§ Exercise prompt
The answer must consist only of the lines from the line with "Give bounding boxes for all text" to the line with "Please mark all", both included, exactly as they stand below.

──────────

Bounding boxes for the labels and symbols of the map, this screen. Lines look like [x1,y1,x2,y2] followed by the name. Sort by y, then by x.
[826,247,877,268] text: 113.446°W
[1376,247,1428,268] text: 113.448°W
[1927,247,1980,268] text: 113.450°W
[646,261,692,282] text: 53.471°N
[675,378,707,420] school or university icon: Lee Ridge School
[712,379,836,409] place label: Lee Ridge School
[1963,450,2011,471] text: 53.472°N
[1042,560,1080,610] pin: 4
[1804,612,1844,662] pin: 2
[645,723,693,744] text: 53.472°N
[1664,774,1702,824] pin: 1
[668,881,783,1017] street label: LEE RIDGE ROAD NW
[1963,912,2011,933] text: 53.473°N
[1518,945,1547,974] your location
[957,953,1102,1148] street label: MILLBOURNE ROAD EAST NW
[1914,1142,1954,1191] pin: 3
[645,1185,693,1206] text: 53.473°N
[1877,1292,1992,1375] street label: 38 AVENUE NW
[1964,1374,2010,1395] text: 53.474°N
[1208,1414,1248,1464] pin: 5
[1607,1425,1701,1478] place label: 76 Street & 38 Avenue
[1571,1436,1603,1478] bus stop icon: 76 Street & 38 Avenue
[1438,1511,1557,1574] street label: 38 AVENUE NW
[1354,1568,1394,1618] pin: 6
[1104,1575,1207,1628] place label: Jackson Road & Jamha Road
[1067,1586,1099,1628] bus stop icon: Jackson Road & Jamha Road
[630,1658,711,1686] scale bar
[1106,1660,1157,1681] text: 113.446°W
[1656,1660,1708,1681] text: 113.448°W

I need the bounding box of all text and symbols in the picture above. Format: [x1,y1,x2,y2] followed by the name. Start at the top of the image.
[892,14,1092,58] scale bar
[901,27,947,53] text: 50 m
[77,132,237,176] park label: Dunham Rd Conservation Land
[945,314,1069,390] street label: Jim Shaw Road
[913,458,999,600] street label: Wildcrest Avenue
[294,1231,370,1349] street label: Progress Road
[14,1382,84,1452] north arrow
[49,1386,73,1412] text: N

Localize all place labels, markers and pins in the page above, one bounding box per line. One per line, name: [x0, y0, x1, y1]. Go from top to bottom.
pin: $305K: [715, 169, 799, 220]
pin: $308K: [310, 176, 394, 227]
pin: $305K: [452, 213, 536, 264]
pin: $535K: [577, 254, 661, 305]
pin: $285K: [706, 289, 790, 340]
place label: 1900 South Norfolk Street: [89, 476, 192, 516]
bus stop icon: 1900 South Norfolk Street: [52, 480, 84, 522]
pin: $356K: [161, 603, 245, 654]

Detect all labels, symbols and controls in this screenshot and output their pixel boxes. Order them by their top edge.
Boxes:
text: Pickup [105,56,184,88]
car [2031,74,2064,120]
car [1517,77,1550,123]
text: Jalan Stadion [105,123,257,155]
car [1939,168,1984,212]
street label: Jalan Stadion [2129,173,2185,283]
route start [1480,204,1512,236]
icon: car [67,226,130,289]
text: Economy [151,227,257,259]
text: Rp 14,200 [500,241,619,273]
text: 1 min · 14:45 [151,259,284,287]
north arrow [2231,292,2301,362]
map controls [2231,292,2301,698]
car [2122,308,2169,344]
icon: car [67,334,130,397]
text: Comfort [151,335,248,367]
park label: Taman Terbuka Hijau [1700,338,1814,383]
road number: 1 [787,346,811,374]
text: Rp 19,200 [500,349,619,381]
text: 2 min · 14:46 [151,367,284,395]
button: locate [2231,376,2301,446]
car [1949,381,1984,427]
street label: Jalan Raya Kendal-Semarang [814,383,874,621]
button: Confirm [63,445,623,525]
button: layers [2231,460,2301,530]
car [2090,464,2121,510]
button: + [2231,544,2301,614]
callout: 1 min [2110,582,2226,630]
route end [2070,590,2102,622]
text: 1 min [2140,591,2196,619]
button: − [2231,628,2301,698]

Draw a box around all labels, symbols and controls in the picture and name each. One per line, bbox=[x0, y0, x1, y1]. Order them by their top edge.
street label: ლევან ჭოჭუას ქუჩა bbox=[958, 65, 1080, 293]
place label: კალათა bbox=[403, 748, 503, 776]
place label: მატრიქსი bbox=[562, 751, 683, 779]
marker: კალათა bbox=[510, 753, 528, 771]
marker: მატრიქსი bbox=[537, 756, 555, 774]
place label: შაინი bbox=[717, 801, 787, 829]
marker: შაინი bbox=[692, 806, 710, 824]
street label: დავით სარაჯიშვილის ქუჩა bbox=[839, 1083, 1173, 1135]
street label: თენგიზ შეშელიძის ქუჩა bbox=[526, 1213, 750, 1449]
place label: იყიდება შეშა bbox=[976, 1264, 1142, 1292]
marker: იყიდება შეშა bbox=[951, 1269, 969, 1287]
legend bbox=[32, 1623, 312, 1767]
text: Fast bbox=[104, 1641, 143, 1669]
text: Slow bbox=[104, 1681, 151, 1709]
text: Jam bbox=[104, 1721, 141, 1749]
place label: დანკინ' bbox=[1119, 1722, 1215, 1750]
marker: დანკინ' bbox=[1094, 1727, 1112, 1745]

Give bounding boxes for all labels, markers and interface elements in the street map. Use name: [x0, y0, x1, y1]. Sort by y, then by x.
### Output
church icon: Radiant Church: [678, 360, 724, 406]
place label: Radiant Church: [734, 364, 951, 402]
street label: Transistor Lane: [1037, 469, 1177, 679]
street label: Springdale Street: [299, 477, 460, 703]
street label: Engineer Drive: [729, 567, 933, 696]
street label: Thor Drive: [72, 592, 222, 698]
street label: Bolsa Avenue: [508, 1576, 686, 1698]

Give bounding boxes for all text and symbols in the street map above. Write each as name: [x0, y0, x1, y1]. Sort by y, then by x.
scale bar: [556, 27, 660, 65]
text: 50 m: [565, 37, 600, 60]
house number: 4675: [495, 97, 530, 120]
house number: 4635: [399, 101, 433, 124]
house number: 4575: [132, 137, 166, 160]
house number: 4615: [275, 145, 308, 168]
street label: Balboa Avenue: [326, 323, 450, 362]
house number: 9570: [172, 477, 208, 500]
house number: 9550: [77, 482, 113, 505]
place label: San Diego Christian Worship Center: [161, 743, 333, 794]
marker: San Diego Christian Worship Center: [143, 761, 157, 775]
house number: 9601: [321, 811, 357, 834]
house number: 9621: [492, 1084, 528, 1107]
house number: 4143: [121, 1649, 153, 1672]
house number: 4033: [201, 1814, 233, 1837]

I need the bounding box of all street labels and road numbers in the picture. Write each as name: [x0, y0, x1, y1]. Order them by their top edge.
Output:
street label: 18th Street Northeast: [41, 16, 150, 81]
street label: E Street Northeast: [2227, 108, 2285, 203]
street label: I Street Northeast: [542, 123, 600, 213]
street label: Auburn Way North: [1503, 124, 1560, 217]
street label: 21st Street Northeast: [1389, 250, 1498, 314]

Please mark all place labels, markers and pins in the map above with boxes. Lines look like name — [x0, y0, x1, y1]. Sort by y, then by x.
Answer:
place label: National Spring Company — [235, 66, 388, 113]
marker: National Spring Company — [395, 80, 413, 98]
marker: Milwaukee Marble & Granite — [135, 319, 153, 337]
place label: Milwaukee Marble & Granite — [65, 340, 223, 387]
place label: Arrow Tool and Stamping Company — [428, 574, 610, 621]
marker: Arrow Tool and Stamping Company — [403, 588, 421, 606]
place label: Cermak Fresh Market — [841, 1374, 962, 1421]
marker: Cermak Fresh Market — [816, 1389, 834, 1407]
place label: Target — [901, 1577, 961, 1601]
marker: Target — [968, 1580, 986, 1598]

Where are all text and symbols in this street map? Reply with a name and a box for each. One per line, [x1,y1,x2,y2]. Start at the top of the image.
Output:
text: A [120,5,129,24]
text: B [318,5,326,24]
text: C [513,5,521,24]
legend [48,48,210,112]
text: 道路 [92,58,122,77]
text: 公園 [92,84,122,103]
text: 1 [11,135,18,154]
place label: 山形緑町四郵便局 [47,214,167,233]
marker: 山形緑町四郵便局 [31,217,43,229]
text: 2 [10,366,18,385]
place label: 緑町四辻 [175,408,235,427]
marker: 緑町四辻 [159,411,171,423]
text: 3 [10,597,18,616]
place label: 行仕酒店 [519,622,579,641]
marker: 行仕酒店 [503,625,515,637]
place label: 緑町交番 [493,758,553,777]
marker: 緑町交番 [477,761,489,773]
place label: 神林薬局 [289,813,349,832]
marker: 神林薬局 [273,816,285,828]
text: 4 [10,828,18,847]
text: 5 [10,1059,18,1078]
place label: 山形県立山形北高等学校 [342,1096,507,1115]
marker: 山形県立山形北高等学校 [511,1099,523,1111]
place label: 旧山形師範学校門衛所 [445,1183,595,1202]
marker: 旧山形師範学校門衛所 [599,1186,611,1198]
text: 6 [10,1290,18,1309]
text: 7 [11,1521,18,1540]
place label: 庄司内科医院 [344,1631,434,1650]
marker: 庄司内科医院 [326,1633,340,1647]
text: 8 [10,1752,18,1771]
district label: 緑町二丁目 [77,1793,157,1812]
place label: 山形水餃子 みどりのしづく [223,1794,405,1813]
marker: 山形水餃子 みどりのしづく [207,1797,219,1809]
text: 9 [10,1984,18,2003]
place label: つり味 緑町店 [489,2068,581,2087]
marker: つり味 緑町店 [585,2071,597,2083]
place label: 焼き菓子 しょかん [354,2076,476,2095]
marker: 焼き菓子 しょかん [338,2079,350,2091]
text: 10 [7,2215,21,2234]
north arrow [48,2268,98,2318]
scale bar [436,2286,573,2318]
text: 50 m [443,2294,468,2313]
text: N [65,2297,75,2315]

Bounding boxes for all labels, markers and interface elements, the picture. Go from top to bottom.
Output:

──────────

§ Response
Give bounding boxes for all text and symbols in the street map above. Write each as name: [x0, y0, x1, y1]. Sort by y, then by x.
scale bar: [556, 27, 660, 65]
text: 50 m: [565, 37, 600, 60]
house number: 4675: [495, 97, 530, 120]
house number: 4635: [399, 101, 433, 124]
house number: 4575: [132, 137, 166, 160]
house number: 4615: [275, 145, 308, 168]
street label: Balboa Avenue: [326, 323, 450, 362]
house number: 9570: [172, 477, 208, 500]
house number: 9550: [77, 482, 113, 505]
place label: San Diego Christian Worship Center: [161, 743, 333, 794]
marker: San Diego Christian Worship Center: [143, 761, 157, 775]
house number: 9601: [321, 811, 357, 834]
house number: 9621: [492, 1084, 528, 1107]
house number: 4143: [121, 1649, 153, 1672]
house number: 4033: [201, 1814, 233, 1837]

I need the bounding box of all street labels and road numbers in the picture. Write each as name: [x0, y0, x1, y1]. Order them by their top edge.
Output:
street label: 18th Street Northeast: [41, 16, 150, 81]
street label: E Street Northeast: [2227, 108, 2285, 203]
street label: I Street Northeast: [542, 123, 600, 213]
street label: Auburn Way North: [1503, 124, 1560, 217]
street label: 21st Street Northeast: [1389, 250, 1498, 314]

Please mark all place labels, markers and pins in the map above with boxes. Lines look like name — [x0, y0, x1, y1]. Sort by y, then by x.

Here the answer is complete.